Hello,we are running DB2 backup AIX LPAR. We have noted that CPU load is high“In virtualized environments (e.g.,LPAR, WPAR, Solaris Zones etc.,) where dedicated CPUs are not allocated, backup jobs may result in high CPU usage on production servers. The following measures can be taken to optimize the CPU usage”Best Practices - AIX File System (commvault.com) The steps were covered and additional registry keys to limit CPU load and core usage were set in place. Switching deduplication to MediaAgent didn’t provided sufficient change, almost no CPU consumption change was in place. Only jobs without deduplication consumes less CPU, but we cannot use them. At the end we can limit CPU load to 50-60% from up to 90%, but it impacts the backup duration few times. Playing with streams is not an option too since additional CPU consumption occurs. Since we are talking about Log backup mostly, Intellisnap won’t help much:Can I perform an IntelliSnap backup for log files?No.
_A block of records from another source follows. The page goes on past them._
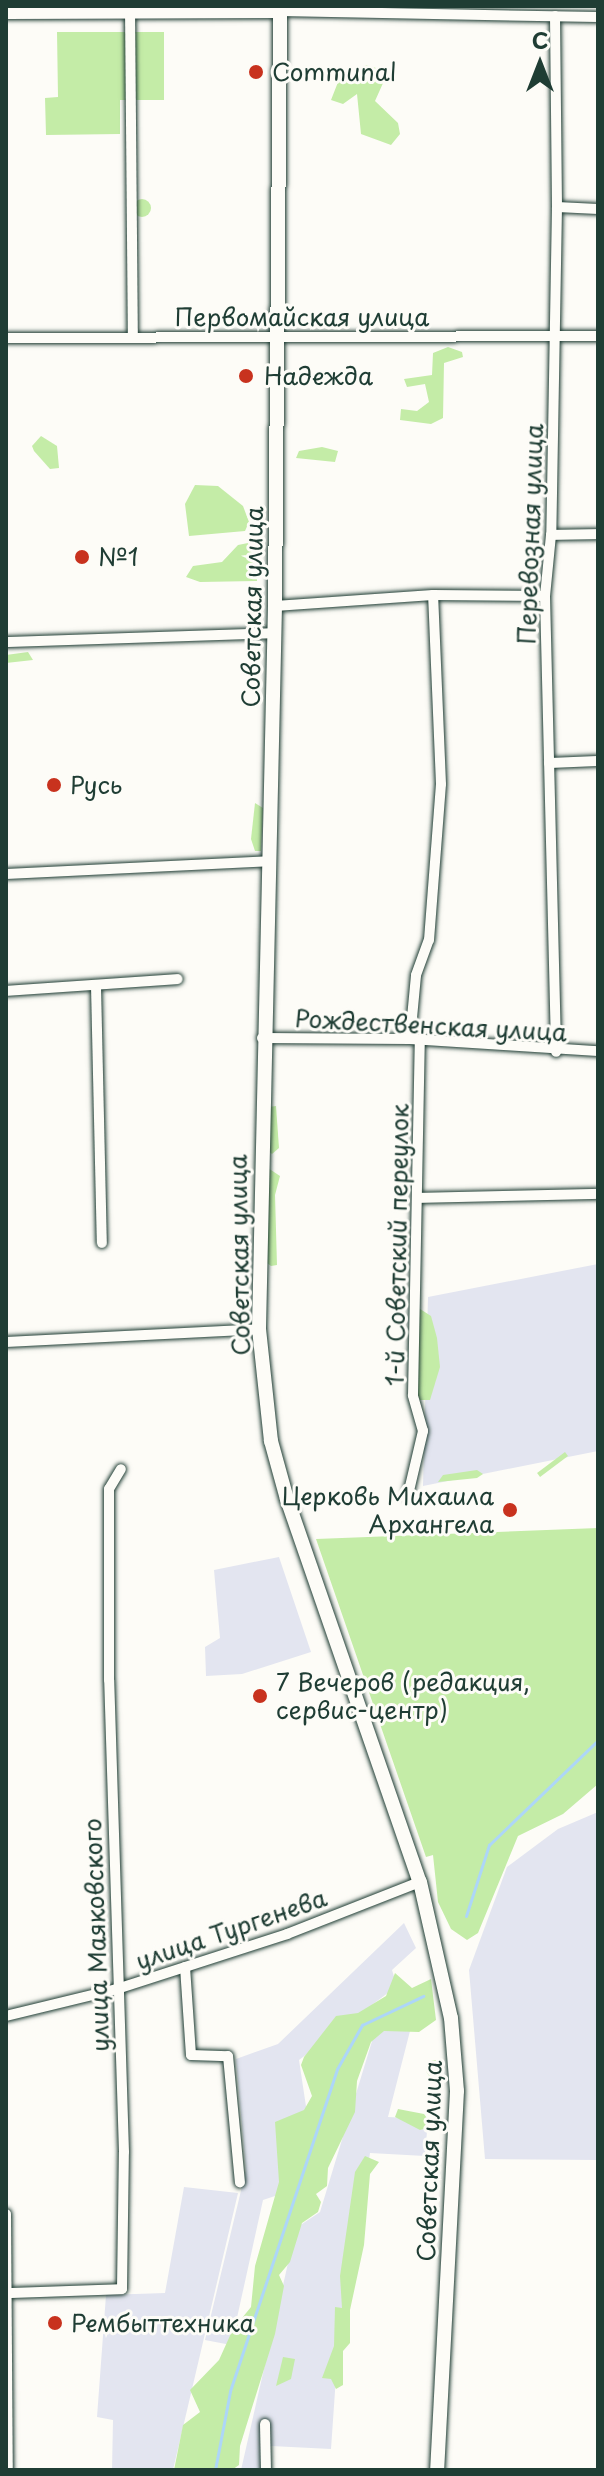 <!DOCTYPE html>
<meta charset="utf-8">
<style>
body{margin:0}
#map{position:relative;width:604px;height:2476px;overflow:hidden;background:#fdfcf7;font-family:"Playpen Sans",sans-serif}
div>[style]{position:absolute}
.built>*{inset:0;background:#e3e5f0}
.green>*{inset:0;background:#c4eca7;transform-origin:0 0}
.round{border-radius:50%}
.stream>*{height:3px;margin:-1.5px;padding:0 1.5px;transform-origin:1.5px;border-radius:1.5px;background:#add6f8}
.roads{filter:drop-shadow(0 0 2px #1f3d34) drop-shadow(0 0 2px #1f3d34)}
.minor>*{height:10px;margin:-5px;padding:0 5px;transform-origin:5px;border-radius:5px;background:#fdfcf7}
.tertiary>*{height:14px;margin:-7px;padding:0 7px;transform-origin:7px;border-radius:7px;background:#fdfcf7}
.dots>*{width:22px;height:22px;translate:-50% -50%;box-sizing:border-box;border:4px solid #fdfcf7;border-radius:50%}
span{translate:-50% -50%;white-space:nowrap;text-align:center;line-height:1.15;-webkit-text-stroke:6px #fdfcf7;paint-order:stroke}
.poi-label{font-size:24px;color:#1f3d34}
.left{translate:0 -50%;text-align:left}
.right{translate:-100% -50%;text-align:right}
.street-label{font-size:24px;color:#1f3d34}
.frame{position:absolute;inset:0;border:8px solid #1f3d34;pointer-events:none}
.north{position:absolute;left:500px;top:24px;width:80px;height:80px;-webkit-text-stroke:6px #fdfcf7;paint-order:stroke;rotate:0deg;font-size:22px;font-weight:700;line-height:32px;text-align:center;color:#1f3d34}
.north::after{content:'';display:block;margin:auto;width:28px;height:36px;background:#1f3d34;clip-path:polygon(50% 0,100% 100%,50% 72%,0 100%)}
</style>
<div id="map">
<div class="built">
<div style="clip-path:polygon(598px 1264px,598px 1451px,423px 1486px,428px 1297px)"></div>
<div style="clip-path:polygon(279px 1557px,311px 1652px,242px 1674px,206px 1676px,205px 1647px,220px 1638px,214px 1570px)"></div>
<div style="clip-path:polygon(598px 1812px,598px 2160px,485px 2159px,469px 1970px,507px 1867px,558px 1829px)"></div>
<div style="clip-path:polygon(404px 1923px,416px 1948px,392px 1970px,397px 1986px,299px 2060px,307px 2113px,284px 2193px,263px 2200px,231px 2345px,205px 2340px,246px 2170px,236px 2059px,278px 2044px)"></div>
<div style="clip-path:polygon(376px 2028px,410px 2031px,388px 2117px,428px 2119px,425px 2156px,370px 2153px,336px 2377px,331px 2449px,271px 2446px,270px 2470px,241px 2470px,296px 2228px,320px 2212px)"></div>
<div style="clip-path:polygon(184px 2187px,238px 2193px,173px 2470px,112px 2470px,113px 2420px,97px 2417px,106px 2295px,165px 2293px)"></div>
</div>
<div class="green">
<div style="clip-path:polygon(57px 32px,164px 32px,164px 100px,120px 100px,120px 134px,46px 135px,45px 98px,58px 97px)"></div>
<div style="clip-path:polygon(367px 65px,388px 72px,375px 101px,398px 123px,400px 134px,391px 145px,361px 134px,357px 94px,343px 104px,331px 100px,340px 77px)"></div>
<div class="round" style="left:133px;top:199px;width:18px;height:18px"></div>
<div style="clip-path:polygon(448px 347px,462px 352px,463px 357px,444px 363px,443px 418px,431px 424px,400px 420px,401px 409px,417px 411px,429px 402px,425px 384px,407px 387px,404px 379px,432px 375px,433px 353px)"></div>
<div style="clip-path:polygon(41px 436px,57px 446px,59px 468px,50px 469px,34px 451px,32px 446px)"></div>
<div style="clip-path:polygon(322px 447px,338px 451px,335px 462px,296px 458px,299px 451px)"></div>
<div style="clip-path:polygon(195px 485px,218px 486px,243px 506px,249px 522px,245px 531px,189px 536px,185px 504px)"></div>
<div style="clip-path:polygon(248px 543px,256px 557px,257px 581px,200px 582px,186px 577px,193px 566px,222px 562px,238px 545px)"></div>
<div style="clip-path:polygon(28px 652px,33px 660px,6px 663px,6px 655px)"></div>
<div style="clip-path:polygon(255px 803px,263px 808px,261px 851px,255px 851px,251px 839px)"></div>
<div style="clip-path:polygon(276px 1106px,279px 1148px,272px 1154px,267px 1150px,269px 1107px)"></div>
<div style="clip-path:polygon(268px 1168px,280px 1176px,275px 1195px,277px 1265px,271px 1266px,267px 1263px)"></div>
<div style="clip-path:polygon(417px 1307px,431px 1316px,437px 1338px,440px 1367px,430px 1400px,420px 1400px,417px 1393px)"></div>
<div style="left:565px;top:1452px;width:5px;height:35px;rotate:53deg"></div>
<div style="clip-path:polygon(477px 1470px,483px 1474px,477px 1478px,438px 1482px,443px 1475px)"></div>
<div style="clip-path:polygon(598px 1528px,598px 1784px,563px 1814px,518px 1836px,478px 1933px,467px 1940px,451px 1929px,438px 1902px,433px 1855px,426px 1857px,316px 1539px)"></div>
<div style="clip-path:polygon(395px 1973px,412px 1988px,431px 1979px,436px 2020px,419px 2032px,384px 2031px,371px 2042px,357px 2081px,355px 2112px,328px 2168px,327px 2186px,316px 2194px,321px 2202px,318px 2212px,302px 2223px,290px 2262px,279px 2275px,284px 2286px,275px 2334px,240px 2446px,239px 2465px,232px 2470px,174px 2470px,183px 2425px,200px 2412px,190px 2390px,219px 2360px,233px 2329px,251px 2307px,255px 2266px,279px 2182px,275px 2122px,304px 2110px,312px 2096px,301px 2065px,304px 2057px,336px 2016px,358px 2013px,386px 1996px)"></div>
<div class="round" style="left:426px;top:2060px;width:18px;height:18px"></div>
<div style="clip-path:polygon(398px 2109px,424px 2114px,433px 2126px,420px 2130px,395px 2117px)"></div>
<div style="clip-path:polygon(365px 2156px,379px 2162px,370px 2174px,364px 2245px,350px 2310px,350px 2343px,343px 2351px,343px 2385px,336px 2389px,331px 2379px,322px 2378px,334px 2346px,335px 2307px,342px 2308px,340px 2276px,355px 2172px)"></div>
<div style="clip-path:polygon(283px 2357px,295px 2359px,291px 2379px,276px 2386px)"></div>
</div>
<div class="stream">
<div style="left:466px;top:1916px;width:75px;rotate:-72.1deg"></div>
<div style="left:489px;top:1845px;width:151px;rotate:-43.9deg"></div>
<div style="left:215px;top:2470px;width:80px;rotate:-79.2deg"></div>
<div style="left:230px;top:2391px;width:339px;rotate:-71.6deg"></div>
<div style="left:337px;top:2069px;width:51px;rotate:-60.4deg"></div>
<div style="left:362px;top:2025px;width:68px;rotate:-25.4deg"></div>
</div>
<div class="roads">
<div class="minor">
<div style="left:130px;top:8px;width:329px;rotate:89.5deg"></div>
<div style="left:280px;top:11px;width:318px;rotate:1.1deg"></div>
<div style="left:555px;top:16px;width:191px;rotate:89.4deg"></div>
<div style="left:557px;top:207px;width:328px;rotate:91deg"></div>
<div style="left:551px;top:535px;width:61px;rotate:95.6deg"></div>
<div style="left:545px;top:596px;width:456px;rotate:88.6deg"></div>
<div style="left:557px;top:207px;width:41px;rotate:2.8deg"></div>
<div style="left:6px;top:338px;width:592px;rotate:-0.19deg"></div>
<div style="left:551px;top:535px;width:47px;rotate:-1.2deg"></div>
<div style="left:275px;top:606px;width:158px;rotate:-4deg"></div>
<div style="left:433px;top:595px;width:112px;rotate:0.5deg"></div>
<div style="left:6px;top:642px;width:268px;rotate:-1.9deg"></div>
<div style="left:549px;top:763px;width:49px;rotate:-2.3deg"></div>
<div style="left:6px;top:874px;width:263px;rotate:-2.8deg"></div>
<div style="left:96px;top:986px;width:257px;rotate:88.7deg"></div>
<div style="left:6px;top:991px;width:172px;rotate:-4deg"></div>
<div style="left:262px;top:1038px;width:148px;rotate:0.4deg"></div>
<div style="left:410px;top:1039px;width:188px;rotate:3.7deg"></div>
<div style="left:410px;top:1039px;width:64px;rotate:-84.6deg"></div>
<div style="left:416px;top:975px;width:37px;rotate:-70deg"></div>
<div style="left:429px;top:940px;width:156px;rotate:-85.6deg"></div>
<div style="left:441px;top:784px;width:189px;rotate:-92.4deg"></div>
<div style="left:419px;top:1198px;width:179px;rotate:-1.3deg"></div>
<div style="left:6px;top:1342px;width:253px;rotate:-2.9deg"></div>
<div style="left:408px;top:1495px;width:66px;rotate:-76.8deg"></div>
<div style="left:423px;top:1431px;width:37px;rotate:-106deg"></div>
<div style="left:413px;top:1395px;width:355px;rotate:-88.9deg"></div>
<div style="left:185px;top:1967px;width:88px;rotate:86.1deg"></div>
<div style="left:191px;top:2055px;width:37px;rotate:2deg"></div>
<div style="left:228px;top:2056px;width:127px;rotate:84.6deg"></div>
<div style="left:6px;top:2016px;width:114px;rotate:-13.7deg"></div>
<div style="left:117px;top:1989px;width:179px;rotate:-17.9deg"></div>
<div style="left:287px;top:1934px;width:143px;rotate:-21.4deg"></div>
<div style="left:6px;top:2214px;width:256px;rotate:89.6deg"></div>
<div style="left:9px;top:2293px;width:113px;rotate:-2deg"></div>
<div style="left:122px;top:2289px;width:137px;rotate:-89.2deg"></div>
<div style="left:124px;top:2152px;width:472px;rotate:-91.8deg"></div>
<div style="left:109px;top:1680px;width:191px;rotate:-90deg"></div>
<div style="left:109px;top:1489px;width:23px;rotate:-59deg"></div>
<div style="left:265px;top:2424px;width:46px;rotate:88.8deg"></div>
</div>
<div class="tertiary">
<div style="left:6px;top:12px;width:274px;rotate:-0.2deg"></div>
<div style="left:280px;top:11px;width:595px;rotate:90.48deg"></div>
<div style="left:275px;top:606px;width:723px;rotate:91.27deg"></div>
<div style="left:259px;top:1329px;width:113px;rotate:83.9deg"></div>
<div style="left:271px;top:1441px;width:60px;rotate:74.6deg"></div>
<div style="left:287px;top:1499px;width:405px;rotate:70.9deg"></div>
<div style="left:420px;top:1882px;width:139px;rotate:77.2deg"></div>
<div style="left:451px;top:2018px;width:73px;rotate:85.3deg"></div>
<div style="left:457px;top:2091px;width:380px;rotate:93deg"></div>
</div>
</div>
<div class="dots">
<div style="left:256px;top:72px;background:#c8321e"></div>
<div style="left:246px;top:376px;background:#c8321e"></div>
<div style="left:82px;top:557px;background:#c8321e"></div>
<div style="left:54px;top:785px;background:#c8321e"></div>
<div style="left:510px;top:1510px;background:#c8321e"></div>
<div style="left:260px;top:1696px;background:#c8321e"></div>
<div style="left:55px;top:2323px;background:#c8321e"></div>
</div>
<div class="poi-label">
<span class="left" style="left:272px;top:72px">Communal</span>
<span class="left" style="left:264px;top:376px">Надежда</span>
<span class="left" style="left:98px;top:557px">№1</span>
<span class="left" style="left:70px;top:785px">Русь</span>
<span class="right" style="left:494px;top:1510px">Церковь Михаила<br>Архангела</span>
<span class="left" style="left:276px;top:1696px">7 Вечеров (редакция,<br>сервис-центр)</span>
<span class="left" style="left:71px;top:2323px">Рембыттехника</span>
</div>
<div class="street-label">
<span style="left:302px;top:317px">Первомайская улица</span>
<span style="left:530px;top:534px;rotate:-88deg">Перевозная улица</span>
<span style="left:252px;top:607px;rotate:-89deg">Советская улица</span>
<span style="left:431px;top:1025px;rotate:3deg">Рождественская улица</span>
<span style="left:397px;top:1245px;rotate:-89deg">1-й Советский переулок</span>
<span style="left:239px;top:1255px;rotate:-91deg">Советская улица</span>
<span style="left:231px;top:1929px;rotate:-19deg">улица Тургенева</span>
<span style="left:96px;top:1935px;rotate:-92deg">улица Маяковского</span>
<span style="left:429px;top:2161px;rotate:-88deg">Советская улица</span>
</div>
<div class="frame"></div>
<div class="north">С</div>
</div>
During an IntelliSnap backup, log files are not moved to the snapshot copy even if you select the Backup Log Files (...)Frequently Asked Questions for DB2 IntelliSnap (commvault.com) Is there a way to dig further and change that CPU consumption, especially if it comes to DB2 backups other than IntelliSnap?

LPAR AIX, DB2 high CPU consumption

+2

Adding to @Lukas_S . For the same set of backups below are the additional settings used, and commvault registry settings are not providing the expected results on the Client with reduction in CPU. Please share feedback and if this is to do with any issues within product or any other alternate suggestion to perform.

Server Compute:

Entitled Capacity : 3.75
Online Virtual CPUs : 5
Online Memory : 131072 MB
Entitled Capacity of Pool : 1505

Commvault Parameters , CPU utilization and backup run time:

sSDTHeadMaxCPUUsage - 25%

Commvault Parameters: Streams-8, buffers-8, buffer size-4096,parallelism-8 : CPU utilization 90% avg, backup runtime: 1.5 hours

Commvault Parameters: Streams-5, buffers-5, buffer size-2048,parallelism-5 : CPU utilization 75% avg

backup runtime: 6 hours

Commvault Parameters , CPU utilization and backup run time:

sSDTHeadMaxCPUUsage - 25%

dnicevalue - 15

process_priority - 1

Commvault Parameters: Streams-8, buffers-8, buffer size-4096,parallelism-8 : CPU utilization 85% avg; Backup runtime: 2.20 minutes

Userlevel 7

+23

If I recall correctly, logs rarely deduplicate well but compress well with standard compression.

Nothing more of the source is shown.